§ **What the task requires**: Gather each line of the records where "small" appears.

Data records:
※ ※ ※

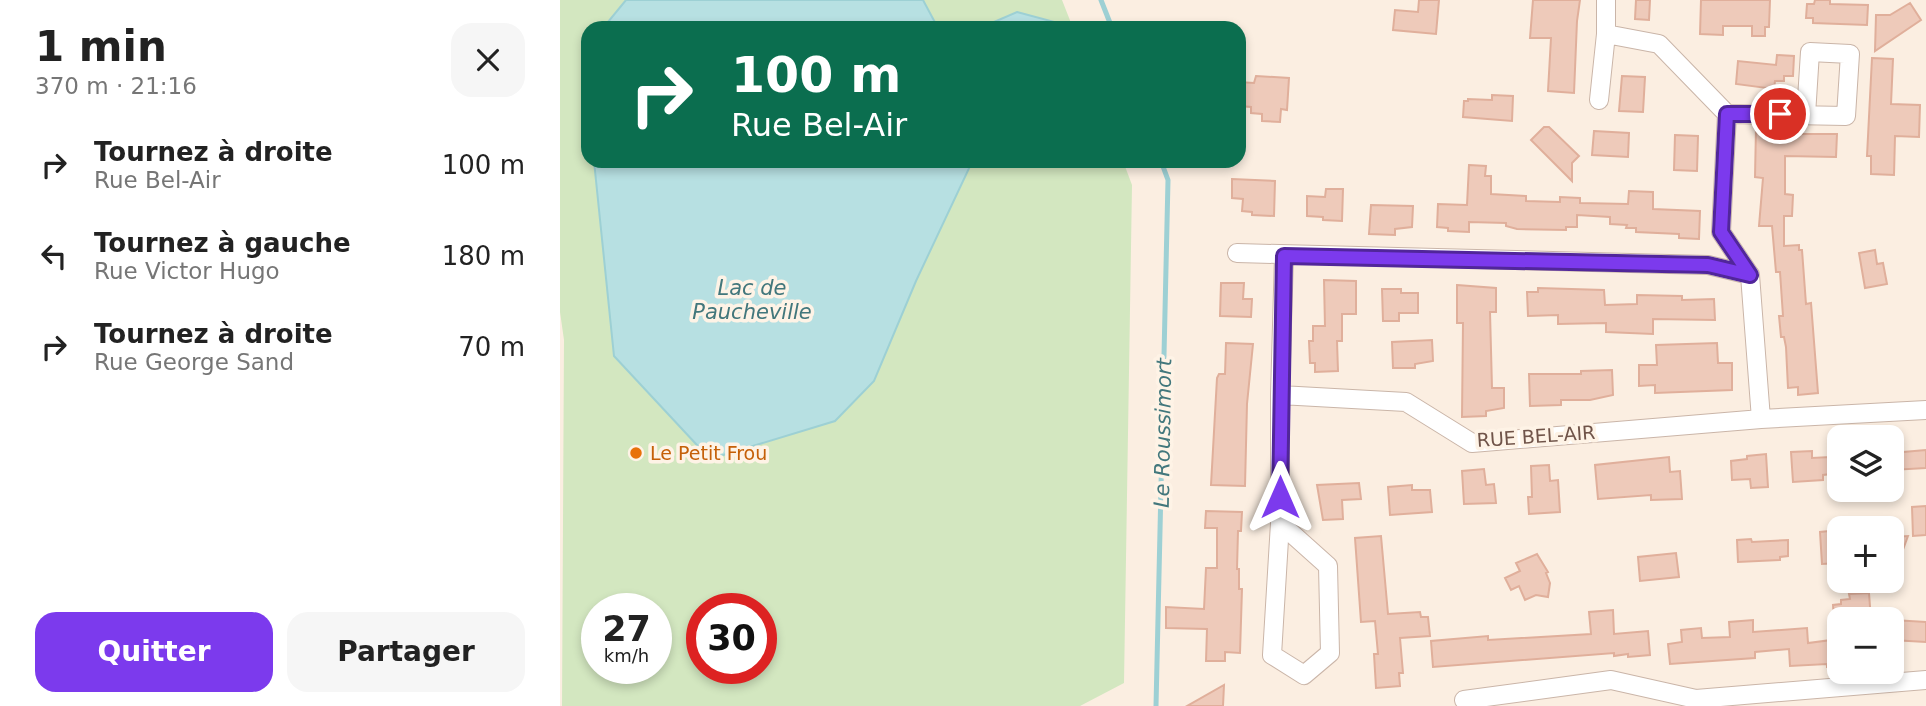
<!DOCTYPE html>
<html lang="fr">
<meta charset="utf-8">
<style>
:root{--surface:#fff;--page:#f6f6f6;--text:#222;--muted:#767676;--accent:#7c3aed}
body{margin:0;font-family:"DejaVu Sans",sans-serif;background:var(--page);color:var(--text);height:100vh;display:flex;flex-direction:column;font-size:26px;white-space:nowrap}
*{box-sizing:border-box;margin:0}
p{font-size:23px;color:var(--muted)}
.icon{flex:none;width:38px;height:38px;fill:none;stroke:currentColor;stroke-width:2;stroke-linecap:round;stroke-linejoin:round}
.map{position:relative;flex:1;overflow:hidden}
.sheet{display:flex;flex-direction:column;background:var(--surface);width:560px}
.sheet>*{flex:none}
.top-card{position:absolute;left:21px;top:21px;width:665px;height:147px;border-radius:21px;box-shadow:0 4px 10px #0003;background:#0b6e4f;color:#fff;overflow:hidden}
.controls{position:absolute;left:1267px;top:425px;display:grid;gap:14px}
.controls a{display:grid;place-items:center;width:77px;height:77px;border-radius:14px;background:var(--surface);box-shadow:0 4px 10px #0003;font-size:35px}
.speed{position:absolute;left:21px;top:593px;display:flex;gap:14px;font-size:35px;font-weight:700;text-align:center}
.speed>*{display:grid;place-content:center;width:91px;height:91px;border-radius:50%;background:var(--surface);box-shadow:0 4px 10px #0003;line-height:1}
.speed small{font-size:18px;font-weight:400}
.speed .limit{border:10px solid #d22;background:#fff;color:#111}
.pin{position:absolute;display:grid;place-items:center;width:60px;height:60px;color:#fff;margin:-30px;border:4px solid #fff;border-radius:50%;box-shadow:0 2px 7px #0007}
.me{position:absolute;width:77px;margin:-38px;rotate:0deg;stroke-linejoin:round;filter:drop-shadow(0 0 5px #0008)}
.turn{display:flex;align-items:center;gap:24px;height:147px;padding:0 35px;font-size:32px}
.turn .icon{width:91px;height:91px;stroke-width:2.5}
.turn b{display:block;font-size:49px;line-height:60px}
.round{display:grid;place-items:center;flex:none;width:74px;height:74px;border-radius:21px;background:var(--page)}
.head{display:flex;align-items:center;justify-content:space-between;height:119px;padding:0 35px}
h1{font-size:42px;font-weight:600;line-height:52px}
.primary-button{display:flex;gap:14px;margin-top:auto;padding:14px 35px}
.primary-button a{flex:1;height:80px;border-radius:21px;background:var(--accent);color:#fff;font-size:28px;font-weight:600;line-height:80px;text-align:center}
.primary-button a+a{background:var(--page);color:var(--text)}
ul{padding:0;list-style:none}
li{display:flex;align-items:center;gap:21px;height:91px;padding:0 35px}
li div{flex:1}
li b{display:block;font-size:26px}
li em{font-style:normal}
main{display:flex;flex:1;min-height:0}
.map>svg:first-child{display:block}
.green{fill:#d3e7c0;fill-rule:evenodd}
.water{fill:#b7e0e2;stroke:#9dd0d4;stroke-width:2}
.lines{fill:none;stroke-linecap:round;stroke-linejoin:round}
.stream{stroke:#9dd0d4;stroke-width:5}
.building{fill:#eecaba;stroke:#e0af9b;stroke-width:2}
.street-casing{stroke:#cab5a8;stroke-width:20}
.street{stroke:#fff;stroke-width:18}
.route-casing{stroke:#51269a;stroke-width:18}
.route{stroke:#7c3aed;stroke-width:12}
.food-dot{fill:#e8710a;stroke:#fef3e6;stroke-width:2.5}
.labels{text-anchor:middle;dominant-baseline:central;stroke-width:7;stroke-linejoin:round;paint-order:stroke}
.street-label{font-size:19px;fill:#705449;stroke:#fef3e6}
.food-label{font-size:19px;fill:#c56008;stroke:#fef3e6;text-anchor:start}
.water-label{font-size:21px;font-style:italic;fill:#42777c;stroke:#fef3e6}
</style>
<main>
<section class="sheet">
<div class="head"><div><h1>1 min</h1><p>370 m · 21:16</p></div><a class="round"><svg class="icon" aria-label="close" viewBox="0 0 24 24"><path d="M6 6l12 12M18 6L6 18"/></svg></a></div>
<ul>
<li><svg class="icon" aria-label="right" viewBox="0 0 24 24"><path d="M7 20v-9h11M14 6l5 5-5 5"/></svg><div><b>Tournez à droite</b><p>Rue Bel-Air</p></div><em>100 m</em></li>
<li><svg class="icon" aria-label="left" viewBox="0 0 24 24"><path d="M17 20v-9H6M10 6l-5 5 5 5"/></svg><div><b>Tournez à gauche</b><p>Rue Victor Hugo</p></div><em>180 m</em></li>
<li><svg class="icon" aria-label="right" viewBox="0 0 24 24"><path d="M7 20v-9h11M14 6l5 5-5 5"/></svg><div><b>Tournez à droite</b><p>Rue George Sand</p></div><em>70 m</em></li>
</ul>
<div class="primary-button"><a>Quitter</a><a>Partager</a></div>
</section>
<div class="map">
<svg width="1366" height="706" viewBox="0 0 1366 706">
<rect width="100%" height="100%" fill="#fbeee1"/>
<!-- green -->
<path class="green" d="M0 0H66L43 28H28V161H34L314 381 356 281 411 164 418 161H563L572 185 564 683 520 706H2L4 340 0 312ZM37 609H96V668H37ZM142 609H201V668H142Z
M363 0H502L513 28H504L502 24 457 12 420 28H378Z"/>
<!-- water -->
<path class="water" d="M66 0H363L378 28H43Z
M457 12 502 24 504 28H420Z
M34 161H418L411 164 356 281 314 381 275 421 150 459 54 356Z"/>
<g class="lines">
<!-- stream -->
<path class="stream" d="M541 0 552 28
M596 706 608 180 601 161"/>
</g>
<!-- building -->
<path class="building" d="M859 0H879L876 34 833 30 835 10 858 12Z
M973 0H1020L1017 21 1014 93 988 91 991 38H970Z
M1076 0H1090L1089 20 1075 19Z
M1141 0H1210L1209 27H1205V36H1192V26H1163V35L1140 34Z
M1255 0H1270V4L1308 5 1307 25 1253 23V18H1246L1247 4H1254Z
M1350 3 1361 20 1315 51 1316 15H1330Z
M1217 55 1234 56 1233 76H1224V81H1215L1214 89 1176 84 1178 61 1216 65Z
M1312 58 1333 59 1331 104 1360 105 1359 137 1335 136 1334 175 1311 174V156H1307Z
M696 76 729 78 727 110 721 109 720 122 702 121V114L691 113V107L679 106V82L694 83Z
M1062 76 1085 77 1083 112 1059 111Z
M932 95 953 96 952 121 903 117 904 101H908V99L932 100Z
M984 127H989L1019 156 1012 163V181L971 140Z
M1196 128H1224V134H1277L1276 157 1225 156V194L1233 195 1232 216H1224V246L1239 245V250H1242L1246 304 1251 303 1258 393 1238 395V387L1228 388 1226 347 1224 337H1221L1219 316H1223L1220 272H1216L1212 226H1199L1203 178 1195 177Z
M1034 131 1069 133 1068 157 1032 155Z
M1115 135 1138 136 1137 171 1114 170Z
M909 165 926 166 925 176H931V194L966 196V201L1000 202V197L1020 198V203L1068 204 1069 191 1093 192V209L1140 211 1139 239 1119 238V234L1076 232V228H1066L1067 225 1050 224V217L1017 215V227H1006V230L957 229 946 226V223L909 222V232L888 231V228L877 227 878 204 907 205Z
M672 179 715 181 714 216 692 215V212L682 211 683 199 672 198Z
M766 189H783L782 221 763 220V217L747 216V196L765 197Z
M811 205 853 206 852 227 835 229V235L809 234Z
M1315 250 1317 264 1323 263 1327 284 1305 288 1299 253Z
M764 280 796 281V314H782V341H777L778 371 755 372V363H750L749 341H753V326H765Z
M661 283H684L683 299H692L691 317 660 316Z
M897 285 936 288V312H930L932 388H944V408L926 411V416L902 417 903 323H897Z
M978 288 1044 290 1045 305 1077 304V295L1122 296V300L1154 299 1155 320 1093 319V334L1046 332V323L998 324V315L968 316 967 292H978Z
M822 289H841V293H858V313H839V321H823Z
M872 340 873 361 855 364V368H833L832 342Z
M666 343 693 344 687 404 685 486 651 485 657 378 659 374H665Z
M1157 343 1158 363H1172V390L1095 393V385L1079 386V365H1097L1096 345Z
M1052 370 1053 395 1030 400H1001V405L970 406 969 374H1021V371Z
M1366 450V468L1332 470V453Z
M1252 451V458L1270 457 1271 474 1263 475V480L1233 482 1231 452Z
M1206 454 1208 487 1191 488 1190 479 1172 480 1171 461 1187 459V456Z
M1109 457 1110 472 1120 471 1122 499 1091 500V495L1038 499 1035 465Z
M989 465 990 481 998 480 1000 512 969 514 968 497H972L971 466Z
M924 469 926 485 934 484 936 503 904 504 902 471Z
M799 483 801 499 782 500 783 519 763 520 757 485Z
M852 485V490H870L872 512 830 515 828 487Z
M1366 506V535L1353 536 1352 507Z
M646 511 682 512 681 531H678L677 569H679V589H682L680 653 665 652V661H646L647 629 606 628V607L644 609 646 568H657V528H645Z
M1279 530V563L1262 564 1260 532Z
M821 536 828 614 860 612 861 617H868L870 636 840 638 843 673H839L840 686 816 688 814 654H818L815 621 801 622 795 538Z
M1348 536 1333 577 1332 576V537Z
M1191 539 1192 542 1228 540V556L1220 557V560L1178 562 1177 540Z
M1116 553 1119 577 1080 581 1078 557Z
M977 554 988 572 986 573 990 583 988 597 976 595 965 600 959 586 951 590 945 578 960 571 956 563Z
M1309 593 1311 620H1274L1273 605 1281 604V600L1290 599 1289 594Z
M1053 610 1054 634 1088 631 1090 655 1068 657V654L1054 656V653L873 667 871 641 928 636V640L1031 634 1029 612Z
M1193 620V632L1247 628 1248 643 1279 639V666L1267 667V664L1230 666 1229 649 1195 652V658L1110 664 1108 644 1122 642 1121 630 1141 628 1142 638 1170 637 1169 622Z
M1333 620 1366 622V642L1332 640Z
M664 685 663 706H627Z"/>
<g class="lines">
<!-- street casing -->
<g class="street-casing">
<path id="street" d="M1046 0V34L1099 44 1167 114 1161 232 1190 275
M1039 100 1046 34
M1167 114 1286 116 1290 54 1250 52 1246 115
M677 253 1148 265 1190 275 1201 419
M720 395 846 402 912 443 1201 419 1366 410
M720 523 768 566 770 653 744 675 712 655 720 523V395L724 255
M904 700 1051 680 1136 699 1366 680"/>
</g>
<!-- street -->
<use href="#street" class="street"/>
</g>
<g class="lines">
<!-- route casing -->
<g class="route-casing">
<path id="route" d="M720 497 724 256 1148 265 1190 275 1161 232 1167 114H1220"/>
</g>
<!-- route -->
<use href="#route" class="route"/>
</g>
<!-- markers -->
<circle class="food-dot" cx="76" cy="453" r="7"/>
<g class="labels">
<!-- street labels -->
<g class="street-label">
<text transform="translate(976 436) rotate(-4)">RUE BEL-AIR</text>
</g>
<!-- food labels -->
<g class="food-label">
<text x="90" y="453">Le Petit Frou</text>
</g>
<!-- water labels -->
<g class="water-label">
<text x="192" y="288">Lac de<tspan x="192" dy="24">Paucheville</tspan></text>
<text transform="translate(603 433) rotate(-89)">Le Roussimort</text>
</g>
</g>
</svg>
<div class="controls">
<a><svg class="icon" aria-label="layers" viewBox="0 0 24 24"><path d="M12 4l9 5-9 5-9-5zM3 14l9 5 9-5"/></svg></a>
<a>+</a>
<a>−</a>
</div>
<div class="speed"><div>27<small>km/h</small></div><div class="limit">30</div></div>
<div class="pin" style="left:1220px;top:114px;background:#d93025"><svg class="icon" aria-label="arrive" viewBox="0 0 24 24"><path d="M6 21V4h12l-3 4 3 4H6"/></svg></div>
<svg class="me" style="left:720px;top:497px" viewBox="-20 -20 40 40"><path d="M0-17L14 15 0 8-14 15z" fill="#7c3aed" stroke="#fff" stroke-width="4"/></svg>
<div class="top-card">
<div class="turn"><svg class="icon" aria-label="right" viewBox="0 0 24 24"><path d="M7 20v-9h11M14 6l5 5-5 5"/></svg><div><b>100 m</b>Rue Bel-Air</div></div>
</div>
</div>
</main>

※ ※ ※

§ **Solution for this task**:
.speed small{font-size:18px;font-weight:400}
<div class="speed"><div>27<small>km/h</small></div><div class="limit">30</div></div>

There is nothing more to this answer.